#### EXERCISE
Copy, from the data below, each line that has the word "position".

#### SOURCE MATERIAL
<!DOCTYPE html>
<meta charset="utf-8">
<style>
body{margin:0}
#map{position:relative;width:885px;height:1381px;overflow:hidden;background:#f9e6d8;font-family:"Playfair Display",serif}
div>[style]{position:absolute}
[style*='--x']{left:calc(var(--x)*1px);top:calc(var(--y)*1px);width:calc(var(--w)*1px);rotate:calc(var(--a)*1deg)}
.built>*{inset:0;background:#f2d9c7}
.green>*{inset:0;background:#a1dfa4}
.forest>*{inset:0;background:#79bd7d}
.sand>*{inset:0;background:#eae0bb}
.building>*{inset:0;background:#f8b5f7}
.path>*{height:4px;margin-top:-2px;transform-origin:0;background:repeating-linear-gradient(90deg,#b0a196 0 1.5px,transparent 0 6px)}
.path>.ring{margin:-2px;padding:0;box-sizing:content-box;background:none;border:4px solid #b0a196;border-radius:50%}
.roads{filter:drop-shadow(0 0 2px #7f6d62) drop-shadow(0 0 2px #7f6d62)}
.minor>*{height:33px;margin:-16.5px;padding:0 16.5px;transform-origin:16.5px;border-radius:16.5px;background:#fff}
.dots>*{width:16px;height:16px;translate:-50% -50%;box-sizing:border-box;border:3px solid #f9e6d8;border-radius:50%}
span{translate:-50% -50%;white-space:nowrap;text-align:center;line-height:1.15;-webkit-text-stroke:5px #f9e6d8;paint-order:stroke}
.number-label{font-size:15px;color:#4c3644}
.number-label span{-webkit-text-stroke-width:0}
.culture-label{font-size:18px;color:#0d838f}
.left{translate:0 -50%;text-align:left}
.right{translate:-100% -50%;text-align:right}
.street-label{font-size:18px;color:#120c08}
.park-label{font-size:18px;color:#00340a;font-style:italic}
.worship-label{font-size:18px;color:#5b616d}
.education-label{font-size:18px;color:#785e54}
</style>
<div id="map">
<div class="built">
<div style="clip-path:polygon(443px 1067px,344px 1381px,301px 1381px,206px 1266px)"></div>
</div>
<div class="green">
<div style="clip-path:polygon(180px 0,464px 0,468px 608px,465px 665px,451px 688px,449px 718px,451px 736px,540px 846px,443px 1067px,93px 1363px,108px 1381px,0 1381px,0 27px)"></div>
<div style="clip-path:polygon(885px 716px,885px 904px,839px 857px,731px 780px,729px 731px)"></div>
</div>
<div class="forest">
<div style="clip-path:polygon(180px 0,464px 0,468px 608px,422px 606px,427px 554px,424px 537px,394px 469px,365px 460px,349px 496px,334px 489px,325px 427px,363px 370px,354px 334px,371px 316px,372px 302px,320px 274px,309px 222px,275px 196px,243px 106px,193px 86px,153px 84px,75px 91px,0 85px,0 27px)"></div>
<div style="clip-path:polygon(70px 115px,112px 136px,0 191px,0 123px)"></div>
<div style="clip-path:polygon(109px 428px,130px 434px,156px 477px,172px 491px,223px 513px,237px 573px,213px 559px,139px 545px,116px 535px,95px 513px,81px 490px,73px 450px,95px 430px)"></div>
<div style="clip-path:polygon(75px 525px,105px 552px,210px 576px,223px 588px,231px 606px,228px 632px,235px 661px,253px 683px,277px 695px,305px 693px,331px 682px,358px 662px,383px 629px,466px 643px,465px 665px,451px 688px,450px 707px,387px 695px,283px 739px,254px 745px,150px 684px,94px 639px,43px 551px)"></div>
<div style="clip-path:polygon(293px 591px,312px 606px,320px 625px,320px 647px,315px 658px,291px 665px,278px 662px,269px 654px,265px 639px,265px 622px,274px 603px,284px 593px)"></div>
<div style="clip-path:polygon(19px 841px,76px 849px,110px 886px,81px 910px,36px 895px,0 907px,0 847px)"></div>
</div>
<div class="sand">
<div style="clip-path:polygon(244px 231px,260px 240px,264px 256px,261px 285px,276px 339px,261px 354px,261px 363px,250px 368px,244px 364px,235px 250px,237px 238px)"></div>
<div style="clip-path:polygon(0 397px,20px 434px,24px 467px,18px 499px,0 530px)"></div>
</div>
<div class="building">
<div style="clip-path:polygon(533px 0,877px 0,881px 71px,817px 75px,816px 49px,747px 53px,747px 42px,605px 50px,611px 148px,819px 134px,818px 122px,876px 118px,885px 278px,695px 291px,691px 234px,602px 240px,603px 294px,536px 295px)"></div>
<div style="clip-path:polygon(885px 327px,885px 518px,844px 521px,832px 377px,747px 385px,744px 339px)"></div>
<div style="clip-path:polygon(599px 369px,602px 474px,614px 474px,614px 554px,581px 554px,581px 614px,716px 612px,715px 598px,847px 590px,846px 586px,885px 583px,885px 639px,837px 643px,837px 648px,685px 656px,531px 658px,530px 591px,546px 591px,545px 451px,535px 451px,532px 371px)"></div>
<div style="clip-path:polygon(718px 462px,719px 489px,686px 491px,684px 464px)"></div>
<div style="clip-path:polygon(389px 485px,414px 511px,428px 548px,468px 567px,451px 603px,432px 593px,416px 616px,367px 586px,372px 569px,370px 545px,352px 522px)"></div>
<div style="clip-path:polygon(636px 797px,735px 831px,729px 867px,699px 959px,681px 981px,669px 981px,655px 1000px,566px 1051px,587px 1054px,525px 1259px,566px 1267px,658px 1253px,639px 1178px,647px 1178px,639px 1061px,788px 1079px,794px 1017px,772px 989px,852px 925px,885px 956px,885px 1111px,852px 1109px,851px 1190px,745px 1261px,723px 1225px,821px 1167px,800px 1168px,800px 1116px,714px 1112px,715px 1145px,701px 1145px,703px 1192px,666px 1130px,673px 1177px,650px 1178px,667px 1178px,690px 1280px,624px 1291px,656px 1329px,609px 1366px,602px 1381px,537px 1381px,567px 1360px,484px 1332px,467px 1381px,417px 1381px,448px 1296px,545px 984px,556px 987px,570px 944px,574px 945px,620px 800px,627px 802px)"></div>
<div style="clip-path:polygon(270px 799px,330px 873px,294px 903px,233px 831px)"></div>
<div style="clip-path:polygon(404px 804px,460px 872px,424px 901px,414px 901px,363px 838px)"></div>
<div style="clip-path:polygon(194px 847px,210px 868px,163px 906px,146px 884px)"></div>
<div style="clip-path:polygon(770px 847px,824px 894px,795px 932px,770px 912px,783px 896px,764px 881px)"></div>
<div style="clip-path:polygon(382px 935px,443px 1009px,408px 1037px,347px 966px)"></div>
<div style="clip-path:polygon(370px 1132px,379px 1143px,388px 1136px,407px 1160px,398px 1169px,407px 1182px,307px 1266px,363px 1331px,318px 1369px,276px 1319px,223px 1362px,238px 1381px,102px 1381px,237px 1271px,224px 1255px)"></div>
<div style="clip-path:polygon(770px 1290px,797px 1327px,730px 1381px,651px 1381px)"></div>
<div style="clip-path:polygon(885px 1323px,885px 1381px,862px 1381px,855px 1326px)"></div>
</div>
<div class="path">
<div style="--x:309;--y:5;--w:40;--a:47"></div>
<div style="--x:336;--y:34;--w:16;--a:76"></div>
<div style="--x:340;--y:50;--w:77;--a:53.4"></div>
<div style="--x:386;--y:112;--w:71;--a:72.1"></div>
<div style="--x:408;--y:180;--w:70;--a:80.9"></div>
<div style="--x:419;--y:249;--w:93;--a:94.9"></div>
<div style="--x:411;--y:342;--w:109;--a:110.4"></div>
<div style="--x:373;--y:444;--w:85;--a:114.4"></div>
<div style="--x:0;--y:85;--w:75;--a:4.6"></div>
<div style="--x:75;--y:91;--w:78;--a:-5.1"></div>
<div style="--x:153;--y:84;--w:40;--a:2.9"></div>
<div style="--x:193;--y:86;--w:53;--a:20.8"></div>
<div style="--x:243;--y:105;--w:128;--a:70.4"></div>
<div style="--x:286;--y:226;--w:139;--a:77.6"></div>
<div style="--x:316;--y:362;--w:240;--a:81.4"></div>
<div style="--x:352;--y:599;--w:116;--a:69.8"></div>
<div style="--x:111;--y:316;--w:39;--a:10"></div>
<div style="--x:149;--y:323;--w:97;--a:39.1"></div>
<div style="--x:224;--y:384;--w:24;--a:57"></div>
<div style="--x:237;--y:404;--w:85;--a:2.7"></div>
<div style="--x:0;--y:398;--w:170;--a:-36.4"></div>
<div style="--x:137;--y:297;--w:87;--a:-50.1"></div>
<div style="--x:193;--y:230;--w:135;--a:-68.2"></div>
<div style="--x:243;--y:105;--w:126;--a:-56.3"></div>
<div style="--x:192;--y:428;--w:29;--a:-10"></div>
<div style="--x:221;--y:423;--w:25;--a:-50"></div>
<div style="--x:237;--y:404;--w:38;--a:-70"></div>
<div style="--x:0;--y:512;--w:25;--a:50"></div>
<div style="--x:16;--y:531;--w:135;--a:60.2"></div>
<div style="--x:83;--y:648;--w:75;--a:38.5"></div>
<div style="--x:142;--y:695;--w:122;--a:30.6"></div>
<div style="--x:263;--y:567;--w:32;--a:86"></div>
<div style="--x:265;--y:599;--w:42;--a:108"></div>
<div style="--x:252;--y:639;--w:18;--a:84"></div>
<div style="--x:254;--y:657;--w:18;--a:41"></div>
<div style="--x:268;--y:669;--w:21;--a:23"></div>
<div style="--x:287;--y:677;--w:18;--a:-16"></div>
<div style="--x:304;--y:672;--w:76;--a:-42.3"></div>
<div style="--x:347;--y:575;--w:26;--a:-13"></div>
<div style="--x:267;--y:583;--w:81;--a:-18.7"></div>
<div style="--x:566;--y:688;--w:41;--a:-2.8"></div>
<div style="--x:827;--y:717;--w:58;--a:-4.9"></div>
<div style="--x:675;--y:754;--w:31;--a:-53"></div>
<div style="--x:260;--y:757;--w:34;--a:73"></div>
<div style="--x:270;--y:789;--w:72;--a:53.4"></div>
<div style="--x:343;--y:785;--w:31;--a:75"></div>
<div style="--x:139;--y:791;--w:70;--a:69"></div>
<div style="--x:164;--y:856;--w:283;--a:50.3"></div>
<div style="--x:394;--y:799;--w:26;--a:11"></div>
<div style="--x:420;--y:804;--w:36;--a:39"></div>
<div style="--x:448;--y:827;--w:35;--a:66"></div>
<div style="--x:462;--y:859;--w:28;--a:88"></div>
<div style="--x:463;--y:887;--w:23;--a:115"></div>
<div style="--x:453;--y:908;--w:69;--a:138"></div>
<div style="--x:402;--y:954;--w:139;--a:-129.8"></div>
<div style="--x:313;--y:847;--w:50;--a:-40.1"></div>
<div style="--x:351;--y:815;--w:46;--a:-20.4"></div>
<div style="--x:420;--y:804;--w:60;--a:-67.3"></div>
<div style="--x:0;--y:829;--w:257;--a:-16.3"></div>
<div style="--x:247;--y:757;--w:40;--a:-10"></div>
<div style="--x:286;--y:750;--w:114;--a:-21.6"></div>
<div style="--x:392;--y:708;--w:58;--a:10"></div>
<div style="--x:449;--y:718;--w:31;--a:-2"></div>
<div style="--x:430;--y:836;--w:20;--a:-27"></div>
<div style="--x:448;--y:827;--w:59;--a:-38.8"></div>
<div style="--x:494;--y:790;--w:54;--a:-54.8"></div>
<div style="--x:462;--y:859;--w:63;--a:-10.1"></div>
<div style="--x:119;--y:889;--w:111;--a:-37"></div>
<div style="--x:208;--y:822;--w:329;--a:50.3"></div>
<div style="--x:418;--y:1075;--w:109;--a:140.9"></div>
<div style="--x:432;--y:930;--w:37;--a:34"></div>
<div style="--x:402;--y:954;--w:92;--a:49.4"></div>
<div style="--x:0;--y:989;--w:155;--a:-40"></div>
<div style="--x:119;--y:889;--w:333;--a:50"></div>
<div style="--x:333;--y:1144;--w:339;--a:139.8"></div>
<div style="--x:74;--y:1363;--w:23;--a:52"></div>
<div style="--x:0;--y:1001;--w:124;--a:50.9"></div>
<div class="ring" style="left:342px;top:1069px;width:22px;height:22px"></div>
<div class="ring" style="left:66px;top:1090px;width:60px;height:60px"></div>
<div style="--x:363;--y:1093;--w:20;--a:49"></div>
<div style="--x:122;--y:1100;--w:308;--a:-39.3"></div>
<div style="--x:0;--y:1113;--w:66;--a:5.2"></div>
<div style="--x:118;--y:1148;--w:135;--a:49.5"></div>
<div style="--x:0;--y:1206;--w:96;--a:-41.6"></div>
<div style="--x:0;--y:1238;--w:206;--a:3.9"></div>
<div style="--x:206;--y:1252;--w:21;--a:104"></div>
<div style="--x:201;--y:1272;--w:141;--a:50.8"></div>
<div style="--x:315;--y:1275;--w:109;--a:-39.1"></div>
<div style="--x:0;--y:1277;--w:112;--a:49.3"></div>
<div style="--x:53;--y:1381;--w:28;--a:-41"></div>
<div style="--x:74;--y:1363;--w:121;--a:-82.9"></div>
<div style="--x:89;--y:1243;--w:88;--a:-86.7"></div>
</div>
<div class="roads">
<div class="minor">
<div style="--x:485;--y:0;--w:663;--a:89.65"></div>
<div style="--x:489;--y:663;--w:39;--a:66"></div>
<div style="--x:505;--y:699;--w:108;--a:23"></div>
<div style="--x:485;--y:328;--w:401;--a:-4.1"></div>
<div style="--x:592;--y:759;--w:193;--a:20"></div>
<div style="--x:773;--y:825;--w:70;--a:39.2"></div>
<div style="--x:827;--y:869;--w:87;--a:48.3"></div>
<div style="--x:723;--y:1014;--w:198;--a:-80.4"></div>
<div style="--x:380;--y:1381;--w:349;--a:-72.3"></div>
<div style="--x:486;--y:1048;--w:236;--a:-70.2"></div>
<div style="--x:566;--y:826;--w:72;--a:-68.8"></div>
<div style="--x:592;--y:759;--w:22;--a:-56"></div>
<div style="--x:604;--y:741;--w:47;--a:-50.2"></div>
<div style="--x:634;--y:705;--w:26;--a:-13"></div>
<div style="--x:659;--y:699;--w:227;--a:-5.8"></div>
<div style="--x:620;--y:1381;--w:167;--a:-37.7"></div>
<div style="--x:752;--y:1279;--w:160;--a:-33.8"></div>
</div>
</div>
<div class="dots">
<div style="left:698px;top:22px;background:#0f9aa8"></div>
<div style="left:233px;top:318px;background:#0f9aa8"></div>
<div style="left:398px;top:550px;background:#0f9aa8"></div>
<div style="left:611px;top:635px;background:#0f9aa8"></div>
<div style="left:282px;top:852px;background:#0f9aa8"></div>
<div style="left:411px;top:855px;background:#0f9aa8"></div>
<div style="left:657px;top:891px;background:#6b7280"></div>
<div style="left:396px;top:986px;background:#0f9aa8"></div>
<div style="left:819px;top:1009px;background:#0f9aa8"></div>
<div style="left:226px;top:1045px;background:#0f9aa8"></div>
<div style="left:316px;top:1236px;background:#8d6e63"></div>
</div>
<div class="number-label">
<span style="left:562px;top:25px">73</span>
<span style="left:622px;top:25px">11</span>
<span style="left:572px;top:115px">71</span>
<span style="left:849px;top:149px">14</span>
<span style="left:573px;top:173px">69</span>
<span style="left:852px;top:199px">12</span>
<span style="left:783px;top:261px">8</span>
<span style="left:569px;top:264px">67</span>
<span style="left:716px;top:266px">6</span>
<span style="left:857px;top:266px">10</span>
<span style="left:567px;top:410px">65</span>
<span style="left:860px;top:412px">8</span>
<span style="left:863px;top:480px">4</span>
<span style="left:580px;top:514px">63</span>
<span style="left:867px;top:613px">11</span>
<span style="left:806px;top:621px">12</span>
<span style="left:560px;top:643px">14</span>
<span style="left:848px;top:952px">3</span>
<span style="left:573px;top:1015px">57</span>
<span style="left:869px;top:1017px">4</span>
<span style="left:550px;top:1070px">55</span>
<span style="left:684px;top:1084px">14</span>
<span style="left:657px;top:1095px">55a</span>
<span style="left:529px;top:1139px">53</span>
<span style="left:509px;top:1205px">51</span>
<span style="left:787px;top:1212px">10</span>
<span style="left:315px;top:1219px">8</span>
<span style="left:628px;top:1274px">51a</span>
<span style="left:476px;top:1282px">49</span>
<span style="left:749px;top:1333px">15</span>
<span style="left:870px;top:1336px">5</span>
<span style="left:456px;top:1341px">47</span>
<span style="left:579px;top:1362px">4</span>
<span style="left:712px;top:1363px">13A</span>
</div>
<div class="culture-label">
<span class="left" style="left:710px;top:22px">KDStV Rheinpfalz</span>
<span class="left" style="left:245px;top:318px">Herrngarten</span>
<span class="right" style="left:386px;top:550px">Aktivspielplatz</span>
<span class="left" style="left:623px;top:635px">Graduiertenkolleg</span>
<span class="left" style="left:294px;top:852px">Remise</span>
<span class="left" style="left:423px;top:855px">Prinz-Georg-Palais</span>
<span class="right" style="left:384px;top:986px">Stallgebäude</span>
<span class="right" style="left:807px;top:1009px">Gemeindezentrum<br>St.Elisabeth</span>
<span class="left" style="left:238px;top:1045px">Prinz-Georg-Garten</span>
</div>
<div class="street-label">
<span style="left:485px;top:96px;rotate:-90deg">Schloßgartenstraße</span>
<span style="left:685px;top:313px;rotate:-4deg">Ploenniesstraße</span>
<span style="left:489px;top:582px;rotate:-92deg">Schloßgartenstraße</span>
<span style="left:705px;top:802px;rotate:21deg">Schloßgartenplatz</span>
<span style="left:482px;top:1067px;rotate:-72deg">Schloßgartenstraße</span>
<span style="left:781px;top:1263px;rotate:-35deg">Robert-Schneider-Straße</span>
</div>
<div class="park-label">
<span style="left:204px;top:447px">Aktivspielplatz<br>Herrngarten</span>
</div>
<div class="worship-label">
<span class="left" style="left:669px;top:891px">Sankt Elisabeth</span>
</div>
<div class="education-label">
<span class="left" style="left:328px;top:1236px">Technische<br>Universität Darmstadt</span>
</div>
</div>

#### SOLUTION TO THIS TASK
#map{position:relative;width:885px;height:1381px;overflow:hidden;background:#f9e6d8;font-family:"Playfair Display",serif}
div>[style]{position:absolute}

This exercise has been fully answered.